I have already pointed out that we can only grant within the discretionary reserve. It is quite obvious that some right hon. and hon. Members opposite do not understand what it means. [HON. MEMBERS: "No."] We hold reserves so that we can have something with which to help those on the marginal land, so that we can provide the foodstuffs which they are unable to provide for their animals.

No, I have only a limited time in which to reply to a long Debate. My right hon. Friend has already said that he will meet a deputation from the Small Pigkeepers' Council, if need be, for the purpose of reducing the hardship as much as possible. There are difficulties, but we are trying to face up to them. There are hardships for all of us, and it is the duty of our administration to minimise them if we possibly can.

Now let me turn to one or two of the other points which have been raised, and questions which have been put. This Debate has been like the land from which we get our food.
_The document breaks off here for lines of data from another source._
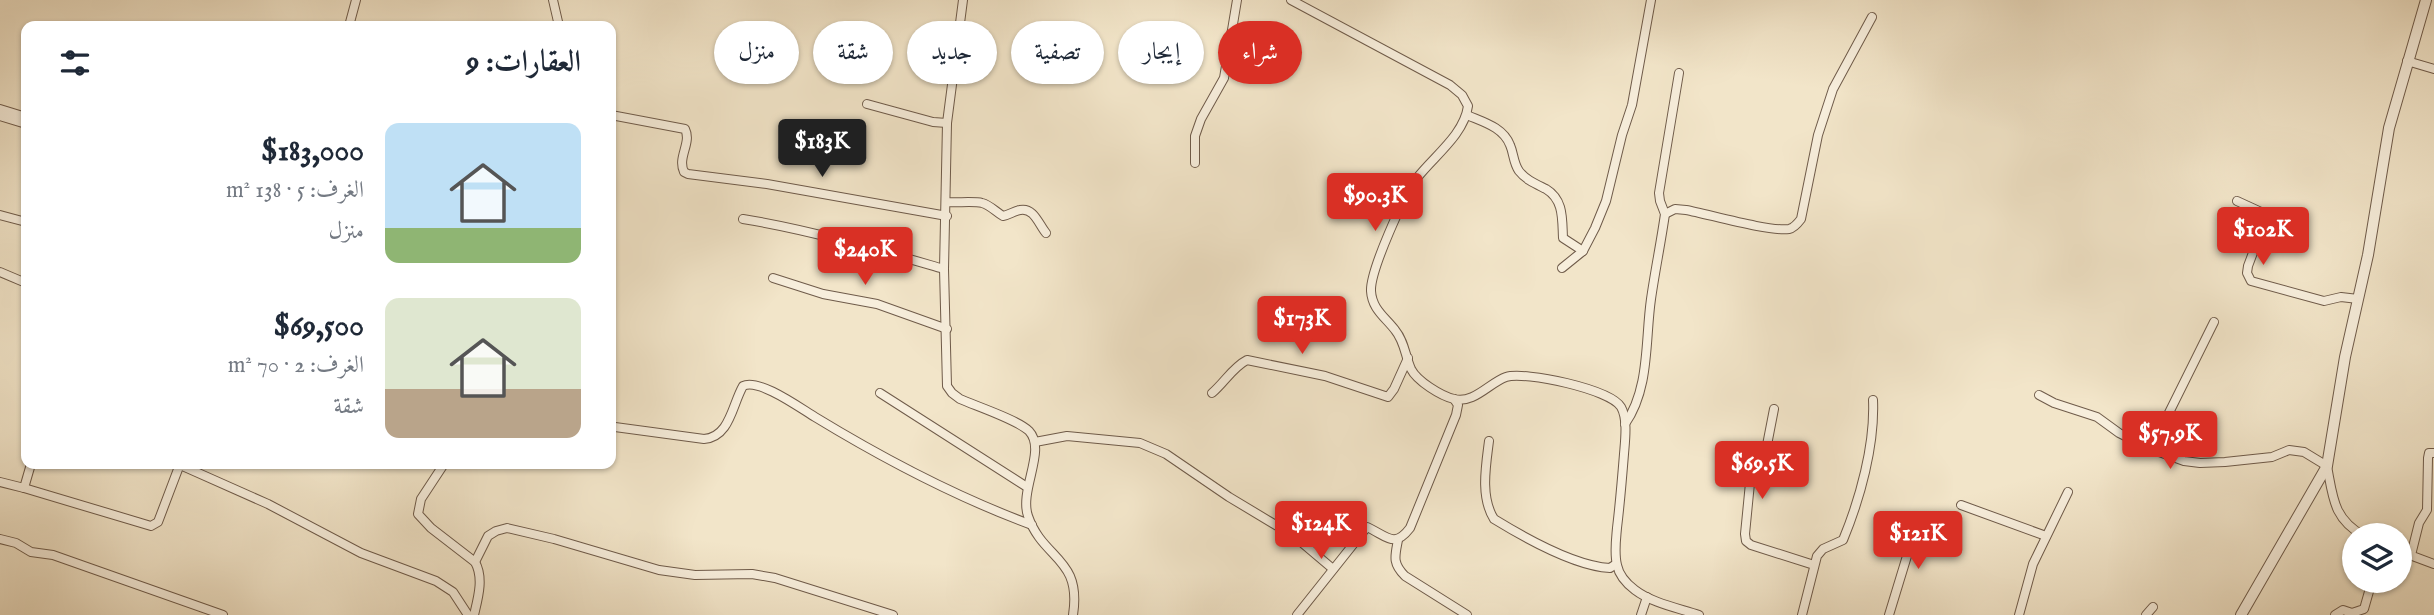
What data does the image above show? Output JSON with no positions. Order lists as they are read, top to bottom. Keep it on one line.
{"page":{"chip":["شراء","إيجار","تصفية","جديد","شقة","منزل"],"heading":"العقارات: 9","list":[{"name":"$183,000","note":"الغرف: 5 · 138 m² · منزل"},{"name":"$69,500","note":"الغرف: 2 · 70 m² · شقة"}],"price":["$183K","$90.3K","$102K","$240K","$173K","$57.9K","$69.5K","$124K","$121K"]}}
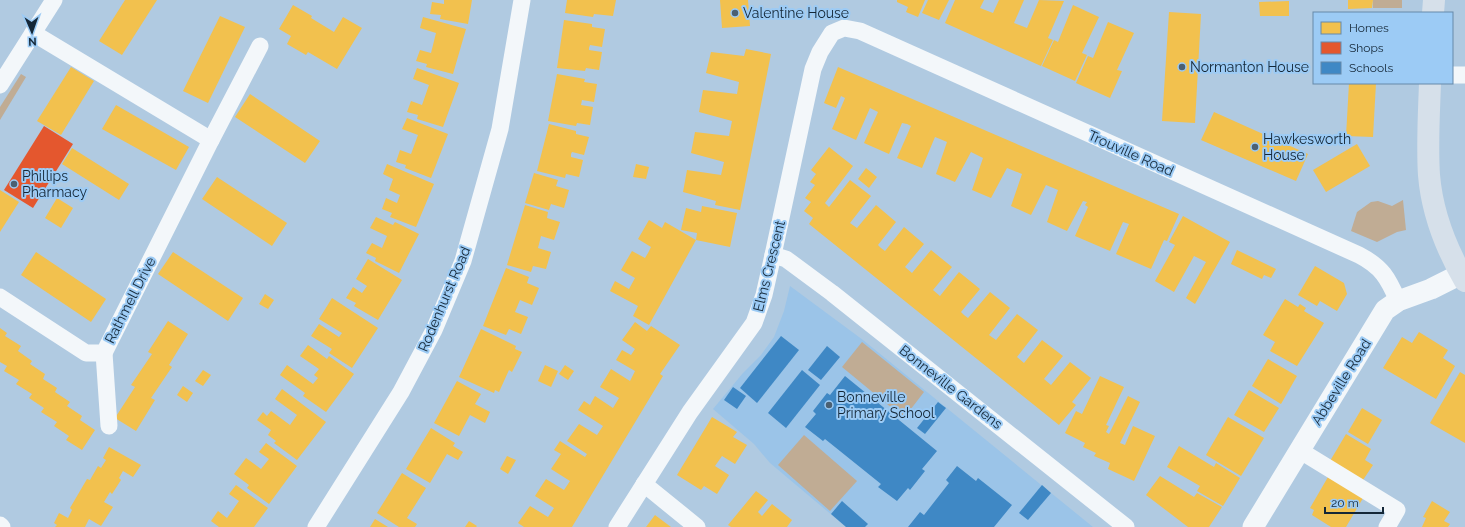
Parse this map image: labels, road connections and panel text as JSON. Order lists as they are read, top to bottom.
{
  "streets": {
    "street": [
      "Trouville Road",
      "Elms Crescent",
      "Rodenhurst Road",
      "Rathmell Drive",
      "Abbeville Road",
      "Bonneville Gardens"
    ]
  },
  "crossings": [
    ["Trouville Road", "Elms Crescent"],
    ["Trouville Road", "Abbeville Road"],
    ["Elms Crescent", "Bonneville Gardens"]
  ],
  "places": [
    "Valentine House",
    "Normanton House",
    "Hawkesworth House",
    "Phillips Pharmacy",
    "Bonneville Primary School"
  ],
  "legend": ["Homes", "Shops", "Schools"],
  "scale_bar": "20 m",
  "north": "bottom"
}
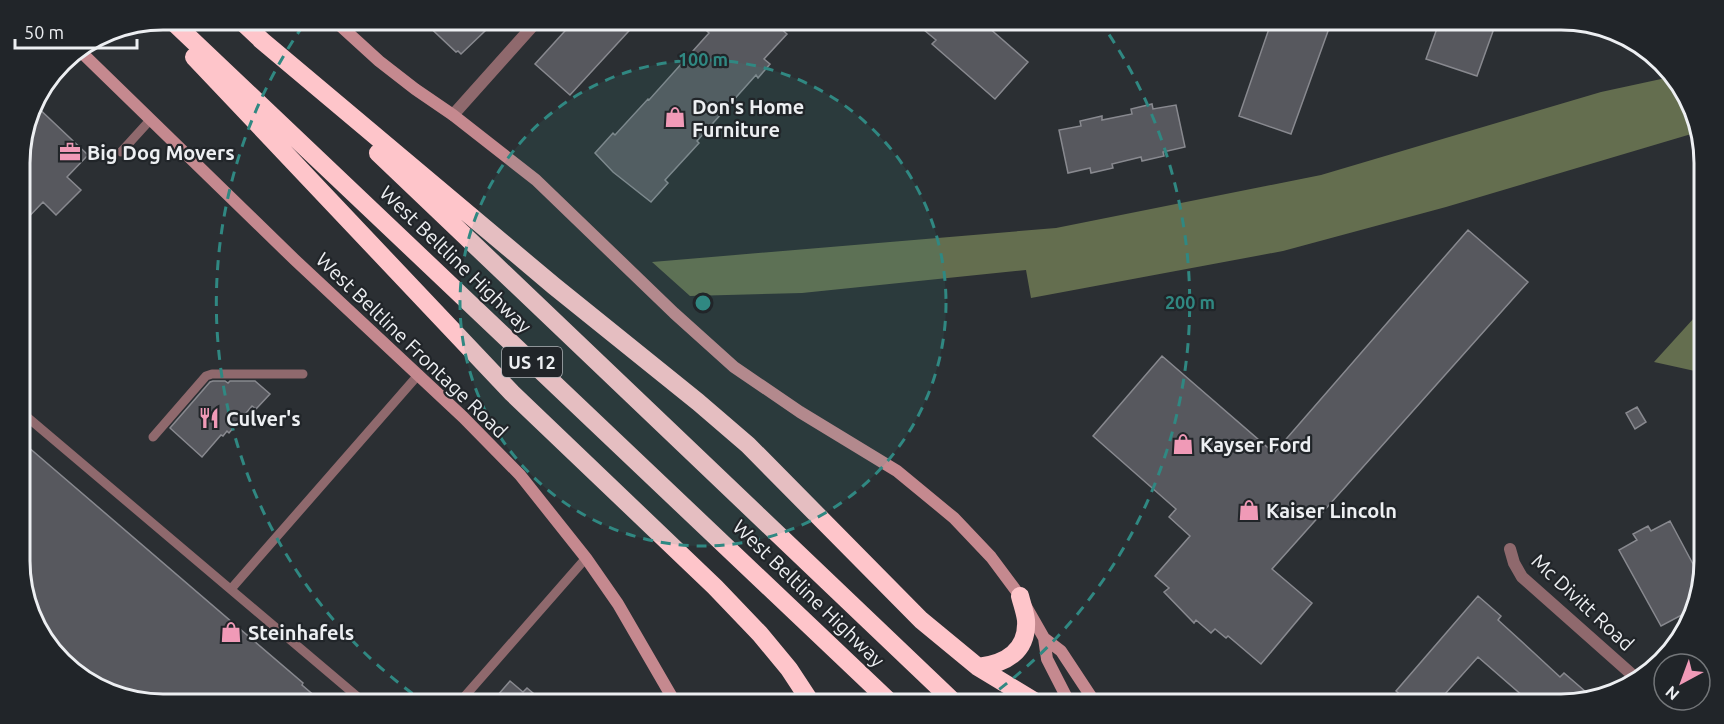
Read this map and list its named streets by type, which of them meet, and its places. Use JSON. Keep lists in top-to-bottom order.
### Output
{
  "streets": {
    "highway": ["West Beltline Highway", "US 12"],
    "street": ["West Beltline Frontage Road", "Mc Divitt Road"]
  },
  "places": {
    "shop": [
      "Don's Home Furniture",
      "Kayser Ford",
      "Kaiser Lincoln",
      "Steinhafels"
    ],
    "office": ["Big Dog Movers"],
    "restaurant": ["Culver's"]
  },
  "scale_bar": "50 m",
  "north": "bottom left",
  "rings": ["100 m", "200 m"]
}
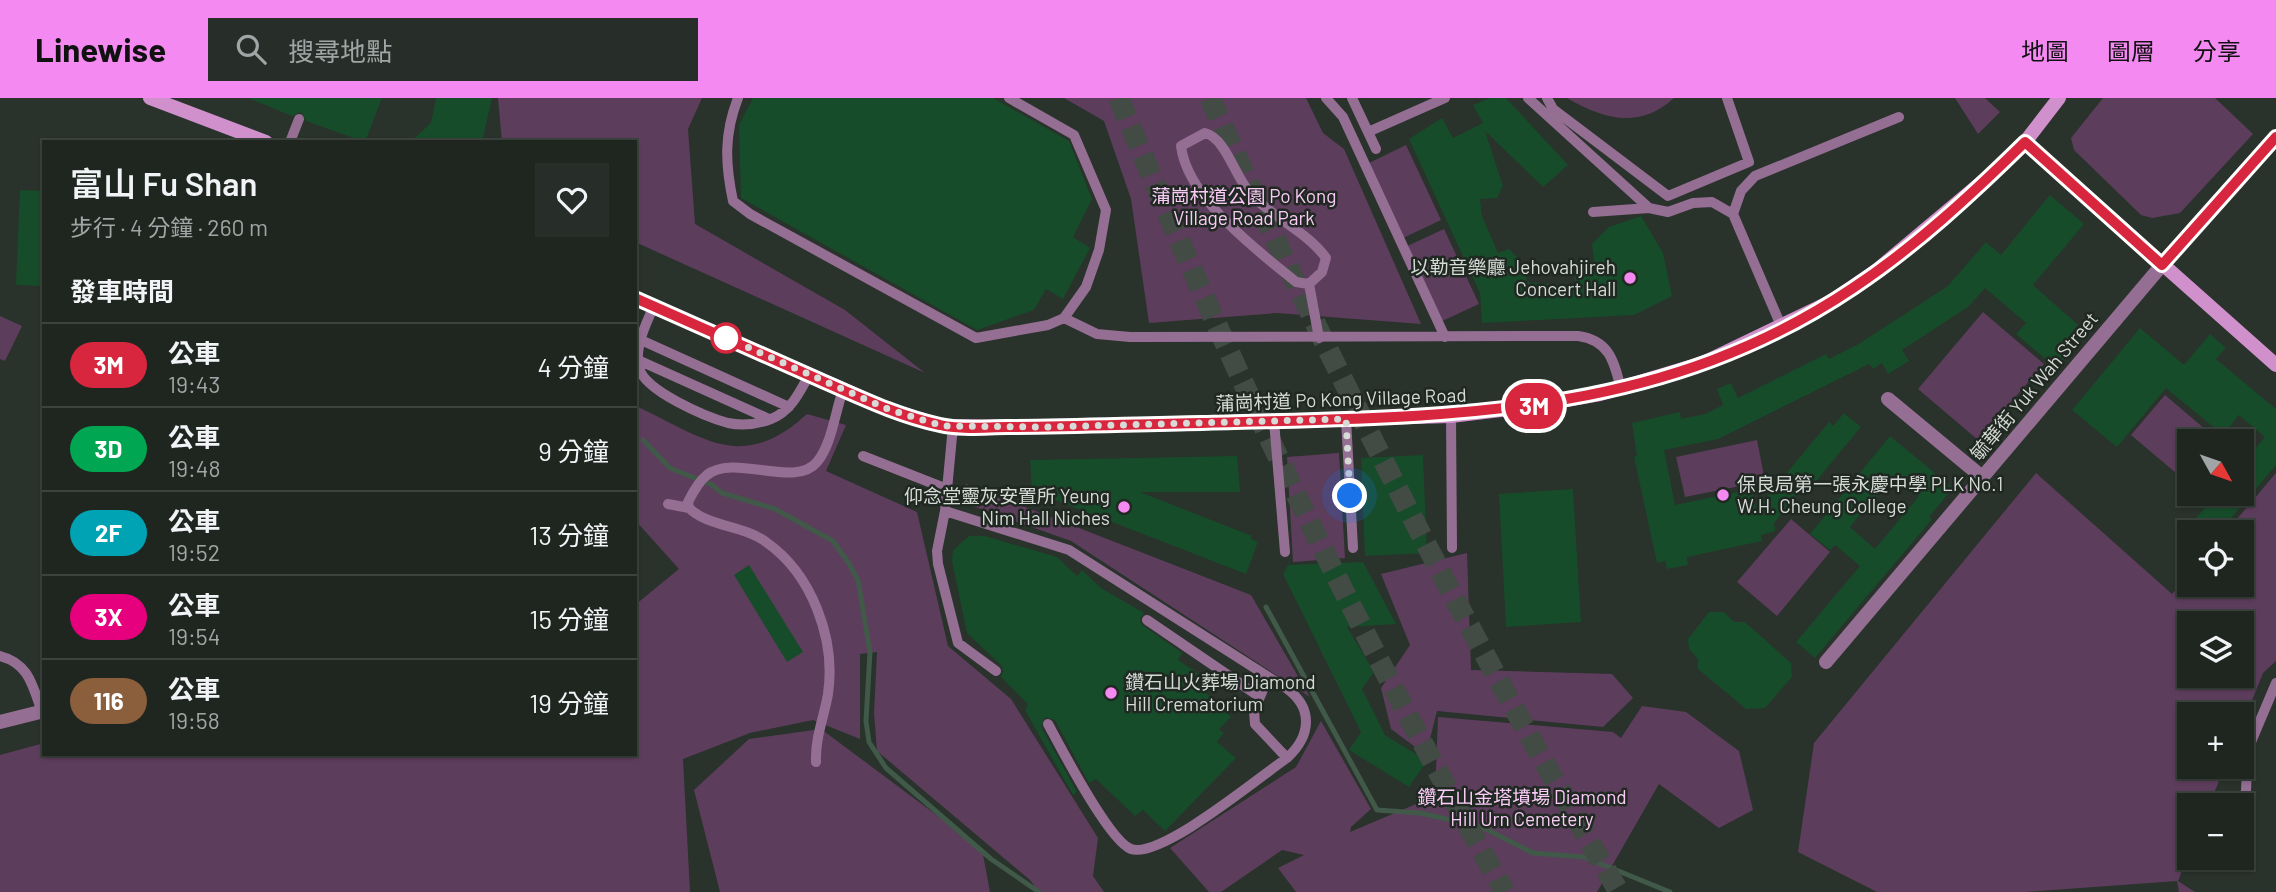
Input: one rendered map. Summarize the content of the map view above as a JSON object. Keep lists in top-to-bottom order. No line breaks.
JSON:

It has varied in its quality, and in what has been offered by those who have spoken. It was suggested that we ought to do something in the way of silage. A prolonged and intensive campaign has been carried on to encourage the ensilage of grass and other crops, and I am sorry to say that it has met with very little success. The smaller farmers were not facing up to the real need at the time. We must still go on encouraging them, and propaganda is still being continued. So far as is known, there is no difficulty, at the moment, about the supply of silage requisites. We are asking the Farmers' Union to do what they can to help us in encouraging grass silage. The Ministry of Agriculture and the Department of Agriculture for Scotland are also affording encouragement and facilities to farmers and others who wish to undertake grass drying. Difficulties have been reported to us about the supply of grass drying machinery, and we are trying to deal with this matter as speedily as possible. Up to the present time, the reasonable fuel requirements for grass drying machines have been met.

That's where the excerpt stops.